→ Work instructions
Strip out all images, then restate the data verbatim.

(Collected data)
================================

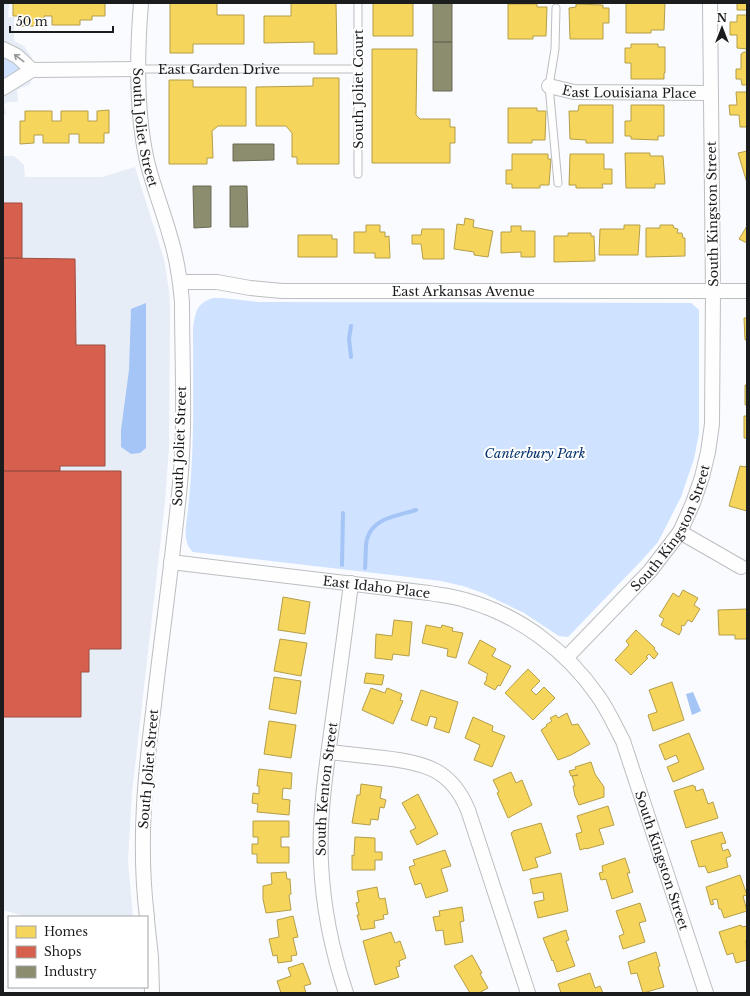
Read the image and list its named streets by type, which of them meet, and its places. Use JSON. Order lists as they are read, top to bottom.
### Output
{
  "streets": {
    "street": [
      "East Garden Drive",
      "East Louisiana Place",
      "South Joliet Street",
      "South Kingston Street",
      "East Arkansas Avenue",
      "East Idaho Place",
      "South Kenton Street"
    ],
    "lane": ["South Joliet Court"]
  },
  "crossings": [
    ["East Garden Drive", "South Joliet Court"],
    ["East Garden Drive", "South Joliet Street"],
    ["East Louisiana Place", "South Kingston Street"],
    ["South Joliet Street", "East Arkansas Avenue"],
    ["South Joliet Street", "East Idaho Place"],
    ["South Kingston Street", "East Arkansas Avenue"],
    ["South Kingston Street", "East Idaho Place"],
    ["East Idaho Place", "South Kenton Street"]
  ],
  "parks": ["Canterbury Park"],
  "legend": ["Homes", "Shops", "Industry"],
  "scale_bar": "50 m",
  "north": "top"
}
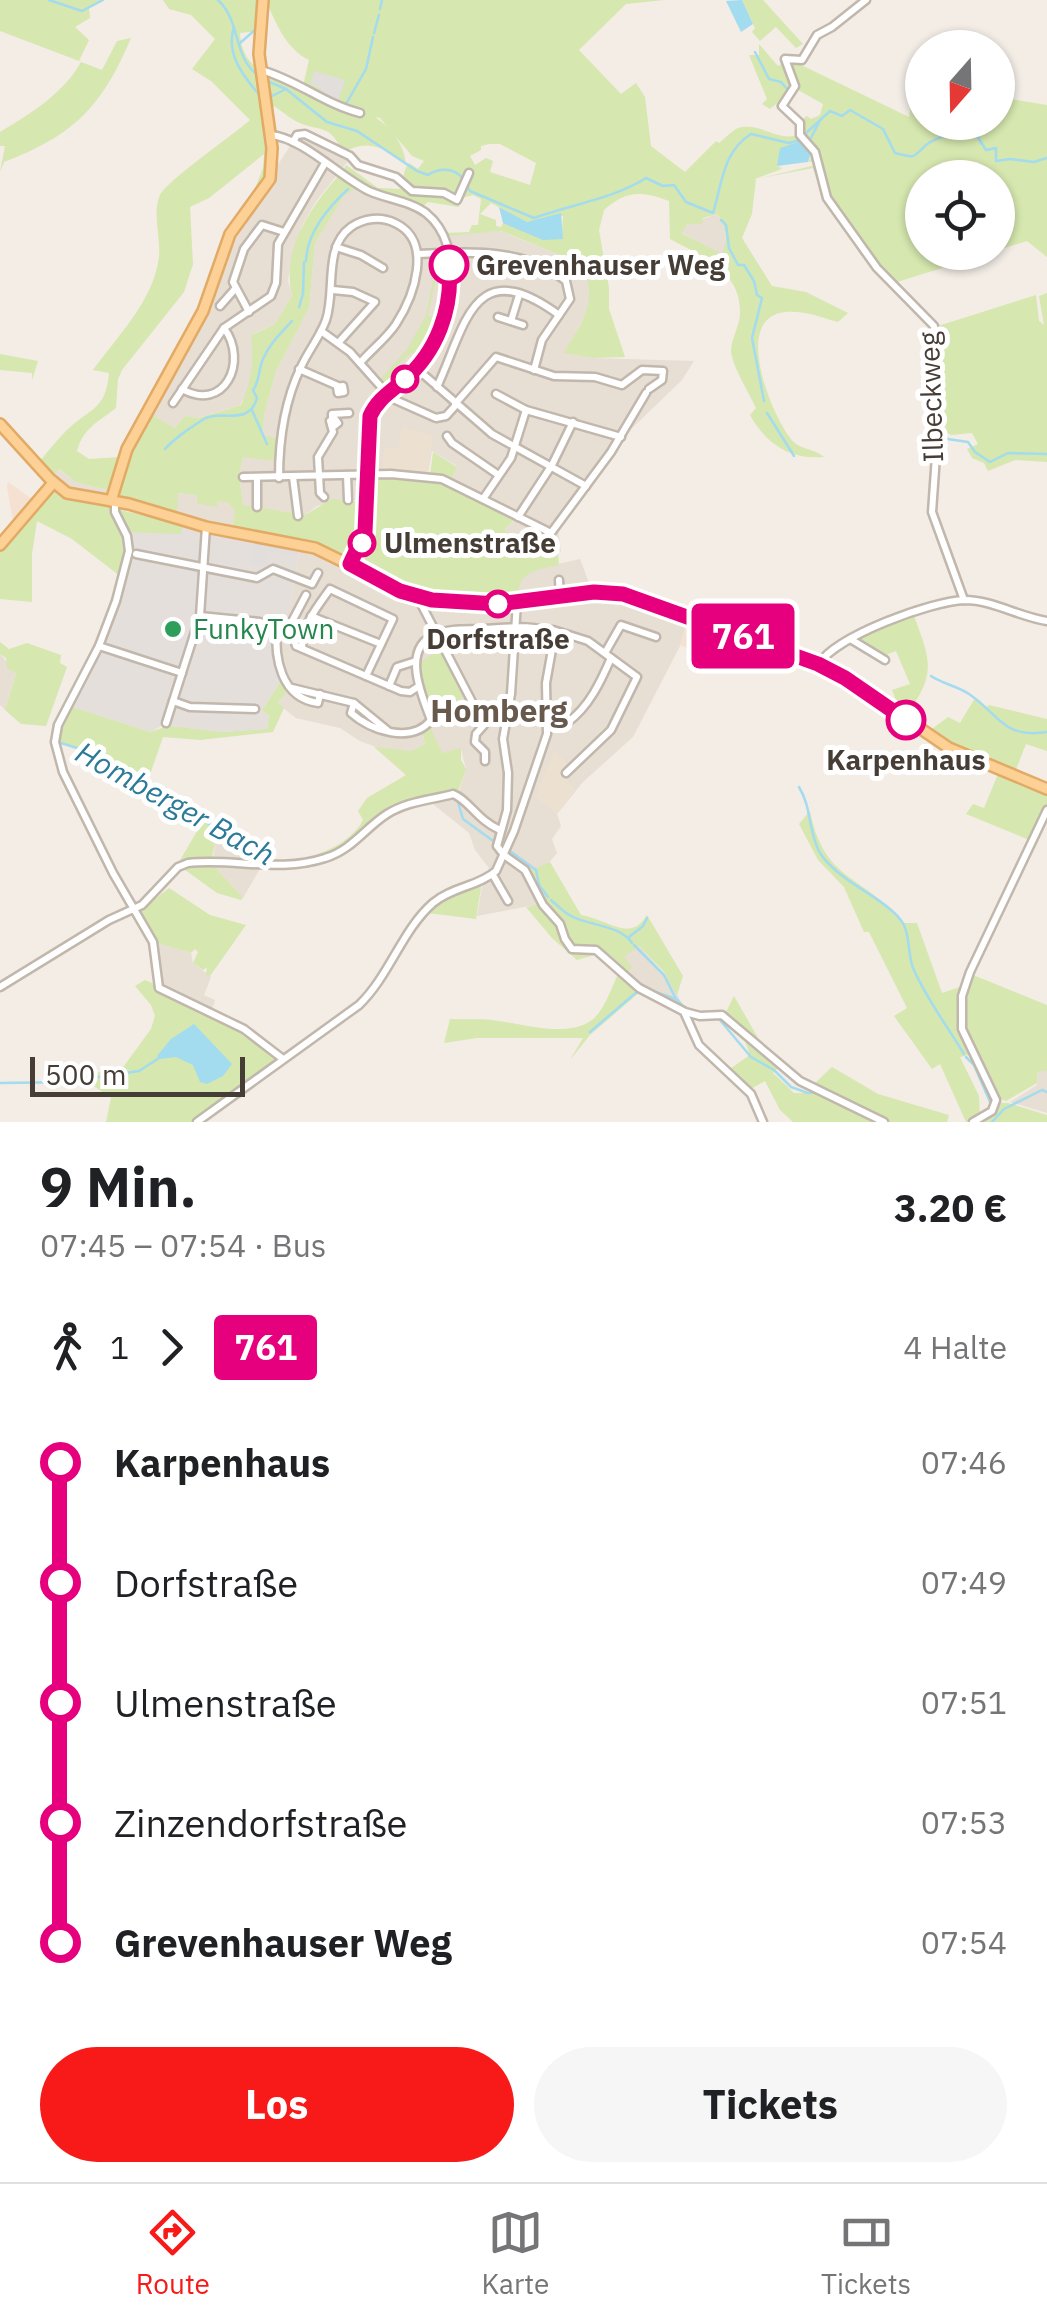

================================

→ Expected answer
Read the image and list its named streets by type, which of them meet, and its places. Use JSON. Order lists as they are read, top to bottom.
### Output
{
  "streets": {
    "street": [
      "East Garden Drive",
      "East Louisiana Place",
      "South Joliet Street",
      "South Kingston Street",
      "East Arkansas Avenue",
      "East Idaho Place",
      "South Kenton Street"
    ],
    "lane": ["South Joliet Court"]
  },
  "crossings": [
    ["East Garden Drive", "South Joliet Court"],
    ["East Garden Drive", "South Joliet Street"],
    ["East Louisiana Place", "South Kingston Street"],
    ["South Joliet Street", "East Arkansas Avenue"],
    ["South Joliet Street", "East Idaho Place"],
    ["South Kingston Street", "East Arkansas Avenue"],
    ["South Kingston Street", "East Idaho Place"],
    ["East Idaho Place", "South Kenton Street"]
  ],
  "parks": ["Canterbury Park"],
  "legend": ["Homes", "Shops", "Industry"],
  "scale_bar": "50 m",
  "north": "top"
}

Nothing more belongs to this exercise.